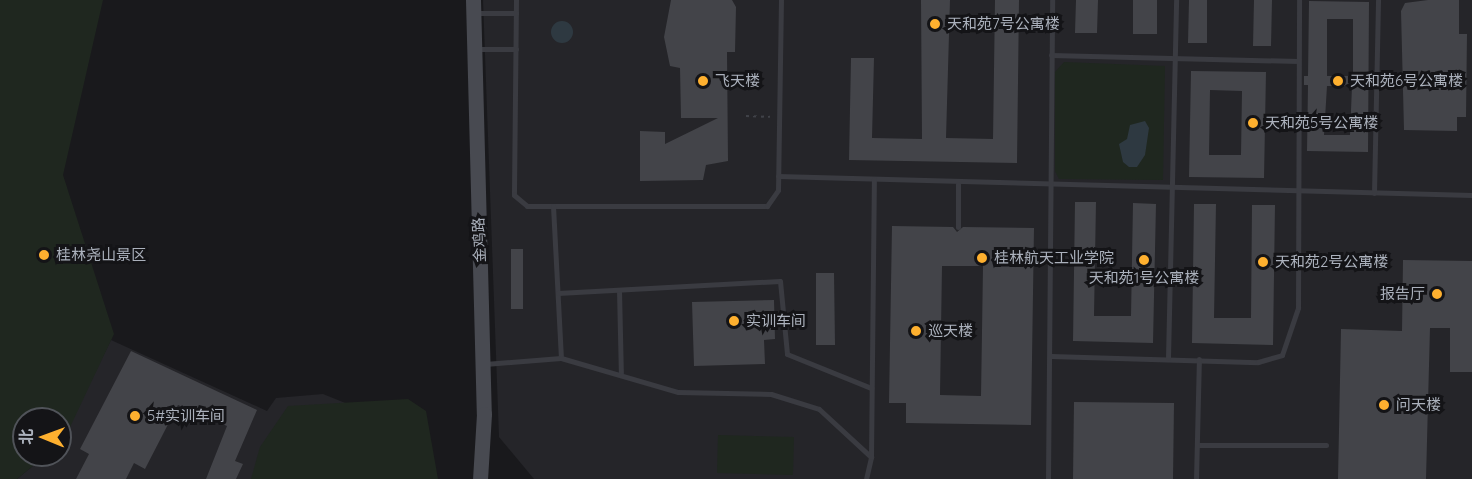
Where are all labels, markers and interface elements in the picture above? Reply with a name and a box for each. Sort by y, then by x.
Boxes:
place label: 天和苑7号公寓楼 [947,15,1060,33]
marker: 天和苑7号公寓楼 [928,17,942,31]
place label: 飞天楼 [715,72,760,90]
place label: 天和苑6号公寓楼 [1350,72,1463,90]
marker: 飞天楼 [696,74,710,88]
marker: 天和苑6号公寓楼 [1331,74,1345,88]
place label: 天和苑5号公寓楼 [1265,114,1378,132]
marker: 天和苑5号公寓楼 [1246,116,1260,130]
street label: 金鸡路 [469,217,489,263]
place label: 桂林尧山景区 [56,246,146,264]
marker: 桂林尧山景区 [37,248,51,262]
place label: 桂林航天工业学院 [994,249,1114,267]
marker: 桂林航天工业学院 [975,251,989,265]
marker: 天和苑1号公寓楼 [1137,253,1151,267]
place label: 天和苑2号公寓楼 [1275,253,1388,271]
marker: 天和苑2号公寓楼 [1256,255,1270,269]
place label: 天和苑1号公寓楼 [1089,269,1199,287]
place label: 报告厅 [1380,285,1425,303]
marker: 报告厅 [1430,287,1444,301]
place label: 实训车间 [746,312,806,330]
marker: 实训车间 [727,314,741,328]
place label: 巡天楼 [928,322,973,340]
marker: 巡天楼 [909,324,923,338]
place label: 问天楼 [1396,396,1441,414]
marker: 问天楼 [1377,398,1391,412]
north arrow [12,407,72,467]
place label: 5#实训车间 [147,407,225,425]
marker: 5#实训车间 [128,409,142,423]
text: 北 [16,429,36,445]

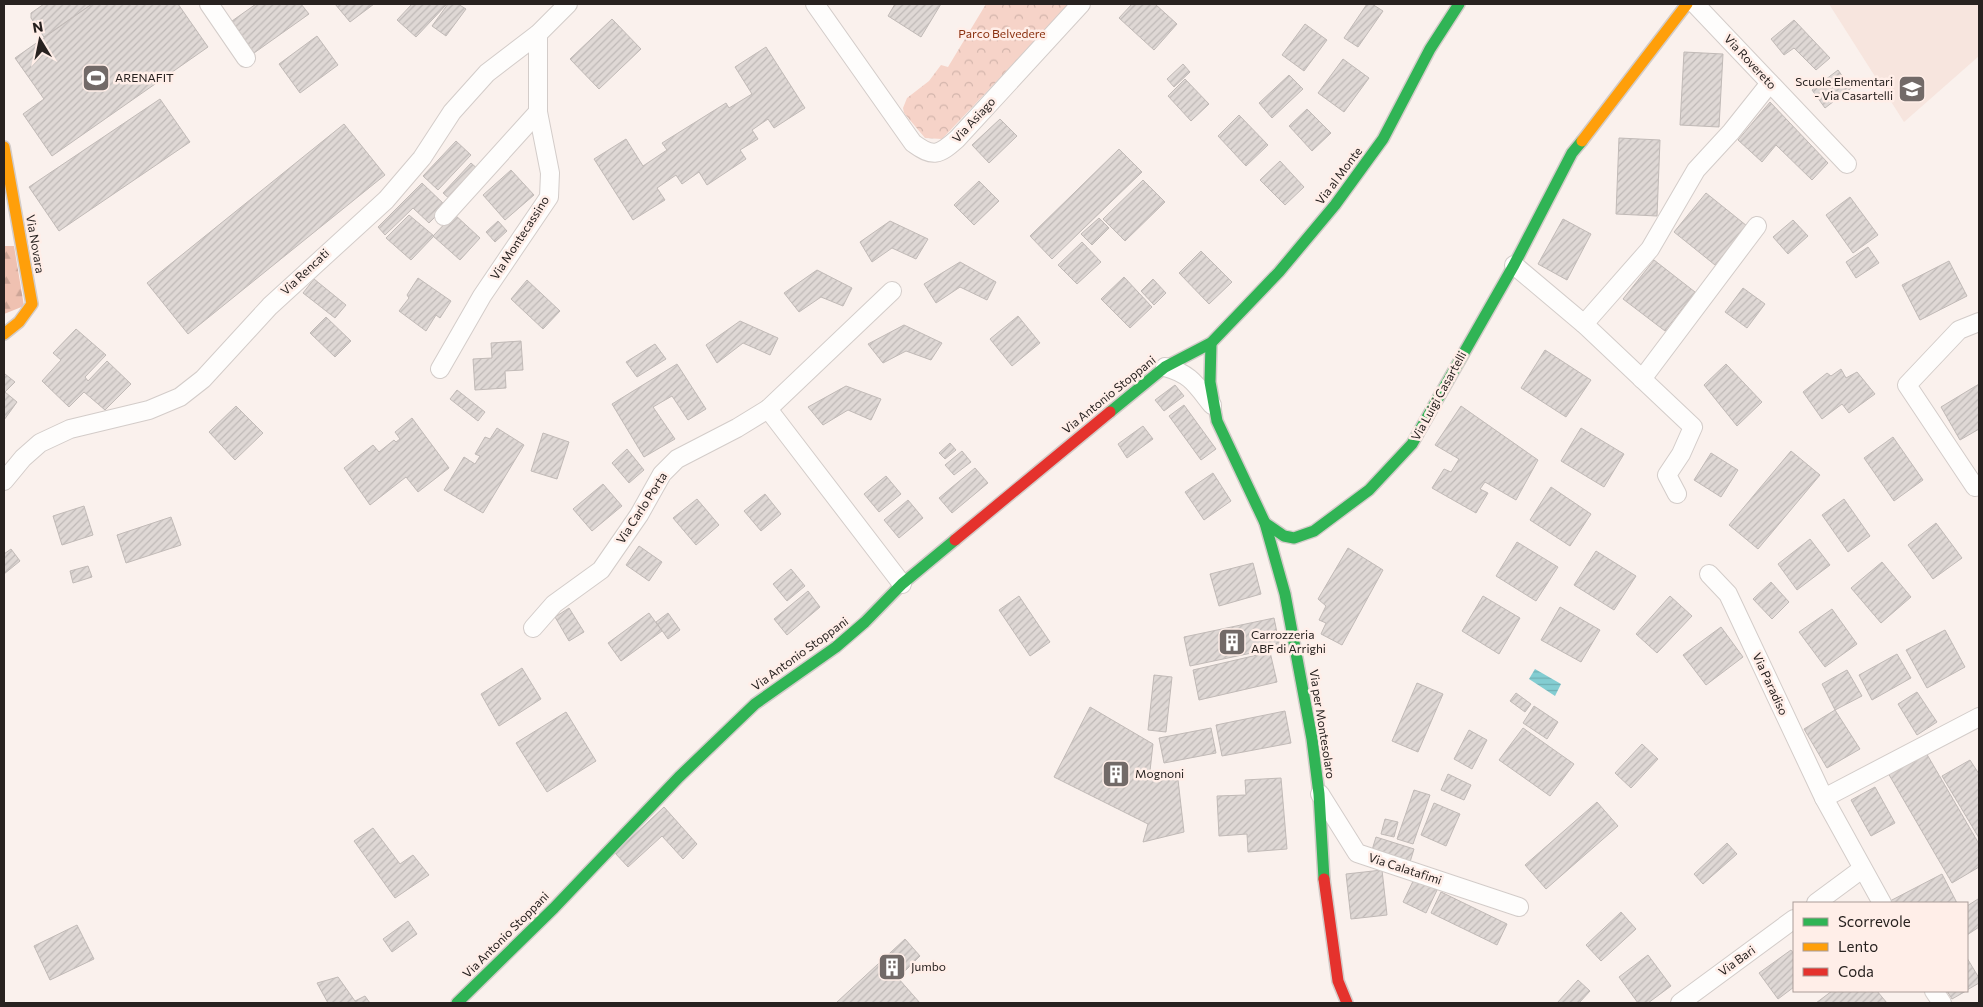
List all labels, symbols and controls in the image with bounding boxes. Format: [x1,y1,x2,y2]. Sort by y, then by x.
────────────────────
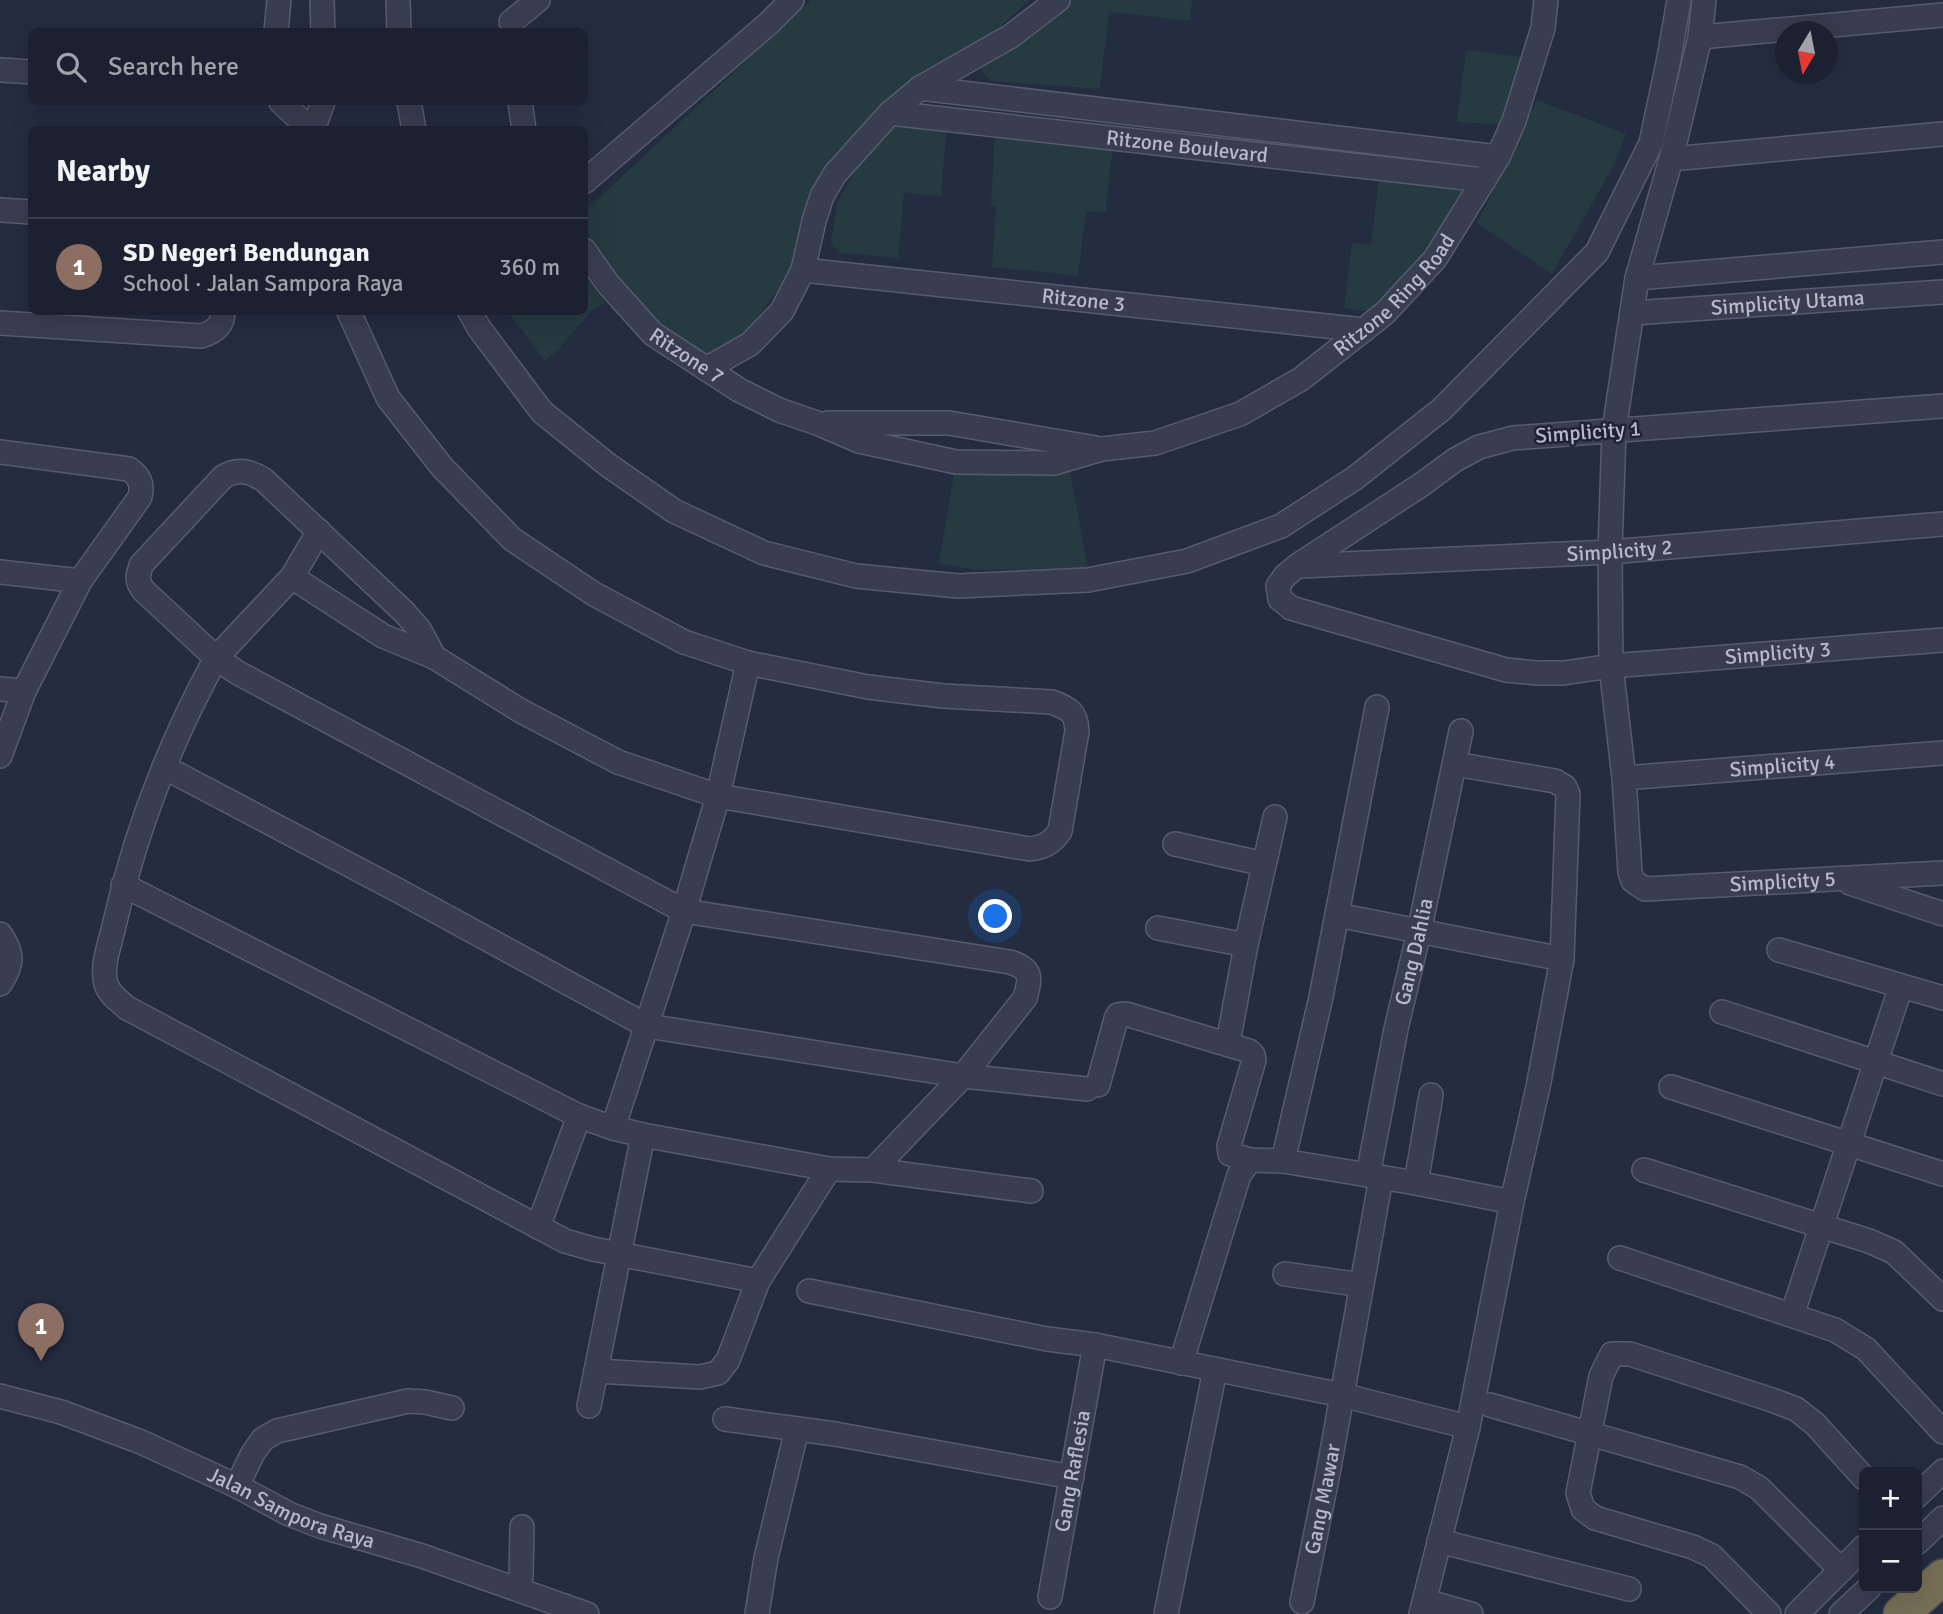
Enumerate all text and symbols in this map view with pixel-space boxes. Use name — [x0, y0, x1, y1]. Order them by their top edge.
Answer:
────────────────────
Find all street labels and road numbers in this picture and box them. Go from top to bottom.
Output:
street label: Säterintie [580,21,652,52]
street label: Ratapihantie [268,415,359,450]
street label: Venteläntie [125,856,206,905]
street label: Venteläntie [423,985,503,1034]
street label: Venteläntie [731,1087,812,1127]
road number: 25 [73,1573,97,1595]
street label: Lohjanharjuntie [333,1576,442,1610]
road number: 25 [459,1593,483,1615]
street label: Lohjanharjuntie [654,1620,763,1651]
────────────────────
▸ **Task to complete**
Wherever the word "then" turns up in the records above, copy the line that holds it.

▸ **Answer area**
Where are all labels, markers and interface elements in the picture above? Reply with a name and a box for each. Sort by y, then by x.
List all labels, symbols and controls in the image with bounding boxes. Format: [x1,y1,x2,y2]. Sort by y, then by x.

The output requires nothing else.